Friday, December 9, 2011

Maybe God Meant...

"Maybe this is God's way of saying I warned you with the last now this is your final warning."

"Maybe God means for them to stop"

"Maybe God's trying to tell them something..."

This week, Michelle Duggar and her family lost a loved one. She and her husband Jim were at their 20week ultrasound, typically called an anatomy scan when they were told that their baby had died and a heartbeat could no longer be found. 20 weeks into pregnancy, half way. But she'd probably been feeling the kicks for at least 2-4 weeks already. She, like any pregnant woman, had been talking to the baby as she stroked her stomach and I'm sure her husband and many of her 19 children were doing the same. How heart-breaking that must be.

People will be cynical and people will be harsh but when I read those comments I'm immediately taken back to when my husband and I were telling our family that we wouldn't be able to have children without IVF or something like that. Someone told us, trying to comfort us, that maybe that just meant that God didn't mean for us to be parents. I remember those words almost every day when I watch my son - who was conceived, miraculously, without any help from modern medicine. Who are we to even begin to try and guess what God meant or what God is "trying to tell" someone else.

Who are these people hurting? The Duggars? They made the decision, when they miscarried a baby because Michelle was taking birth control and didn't know she was pregnant, that they would not prevent pregnancy and let God decide when they would get pregnant. Did they take it to an extreme with 19? Um, probably. It would be for me, but I'm not them. They've raised those kids without government assistance - LONG before the TV show was around to help pay for things. They own businesses and manage their own bills and live a comfortable life. The kids are loved and appear to be happy. So again, who are we to criticize them? They have said that they prayed after their loss and felt this is what God was guiding them to do.
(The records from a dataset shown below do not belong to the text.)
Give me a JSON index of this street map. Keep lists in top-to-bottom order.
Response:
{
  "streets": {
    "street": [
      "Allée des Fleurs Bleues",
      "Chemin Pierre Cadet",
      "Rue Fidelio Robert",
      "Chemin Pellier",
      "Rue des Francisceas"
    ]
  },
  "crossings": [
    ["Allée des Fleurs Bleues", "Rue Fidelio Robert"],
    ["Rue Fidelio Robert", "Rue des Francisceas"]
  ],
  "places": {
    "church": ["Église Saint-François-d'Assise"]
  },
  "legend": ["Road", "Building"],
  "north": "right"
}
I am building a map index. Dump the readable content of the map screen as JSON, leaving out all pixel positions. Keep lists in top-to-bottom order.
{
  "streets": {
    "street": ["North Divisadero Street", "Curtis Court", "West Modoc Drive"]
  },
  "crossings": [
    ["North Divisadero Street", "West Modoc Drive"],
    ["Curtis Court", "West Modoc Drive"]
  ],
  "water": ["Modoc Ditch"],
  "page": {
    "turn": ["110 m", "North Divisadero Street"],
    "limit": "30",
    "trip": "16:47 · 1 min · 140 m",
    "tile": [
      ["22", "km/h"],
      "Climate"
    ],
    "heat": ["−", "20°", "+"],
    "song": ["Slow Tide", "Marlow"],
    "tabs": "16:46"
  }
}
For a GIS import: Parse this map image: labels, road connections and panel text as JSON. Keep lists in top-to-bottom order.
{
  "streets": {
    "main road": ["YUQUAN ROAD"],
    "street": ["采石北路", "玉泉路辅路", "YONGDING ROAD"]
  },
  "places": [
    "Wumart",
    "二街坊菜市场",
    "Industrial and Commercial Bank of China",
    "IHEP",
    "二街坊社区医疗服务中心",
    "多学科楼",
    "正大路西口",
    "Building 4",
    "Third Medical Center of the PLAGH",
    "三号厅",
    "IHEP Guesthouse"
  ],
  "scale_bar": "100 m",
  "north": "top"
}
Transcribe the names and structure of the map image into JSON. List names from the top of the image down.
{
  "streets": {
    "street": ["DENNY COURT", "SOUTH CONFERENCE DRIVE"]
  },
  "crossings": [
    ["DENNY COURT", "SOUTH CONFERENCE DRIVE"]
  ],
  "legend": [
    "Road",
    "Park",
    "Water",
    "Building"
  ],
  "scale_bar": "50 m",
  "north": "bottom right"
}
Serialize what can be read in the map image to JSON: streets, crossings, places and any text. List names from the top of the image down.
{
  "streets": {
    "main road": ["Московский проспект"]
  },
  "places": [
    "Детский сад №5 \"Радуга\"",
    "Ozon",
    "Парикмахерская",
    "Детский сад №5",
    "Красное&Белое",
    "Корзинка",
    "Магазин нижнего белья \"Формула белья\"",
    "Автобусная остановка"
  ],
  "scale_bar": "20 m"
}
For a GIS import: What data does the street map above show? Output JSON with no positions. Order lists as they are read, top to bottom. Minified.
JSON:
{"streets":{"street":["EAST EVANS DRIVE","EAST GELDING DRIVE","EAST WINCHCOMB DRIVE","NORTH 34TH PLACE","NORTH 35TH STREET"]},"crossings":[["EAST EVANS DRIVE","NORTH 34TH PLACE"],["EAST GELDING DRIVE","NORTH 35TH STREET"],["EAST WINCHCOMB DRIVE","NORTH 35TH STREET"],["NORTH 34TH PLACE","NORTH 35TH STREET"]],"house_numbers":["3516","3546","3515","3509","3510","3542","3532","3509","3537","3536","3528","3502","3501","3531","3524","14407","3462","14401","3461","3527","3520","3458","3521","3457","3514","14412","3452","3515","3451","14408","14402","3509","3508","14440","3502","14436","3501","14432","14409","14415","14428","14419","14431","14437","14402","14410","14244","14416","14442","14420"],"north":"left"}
If they still feel that way and are willing to take the risks - however irresponsible I might think that is - then that's new to them.

Long and short of it. Unless you are in fact God, shut up. You cant possibly know what life lesson I'm being taught when God says "no" to a prayer. It ties back to "if you cant say something nice..."

So to the Duggar's I say, I'm so sorry for your loss. And I stop there and hope they find comfort in God's love and in their large family that surrounds them still.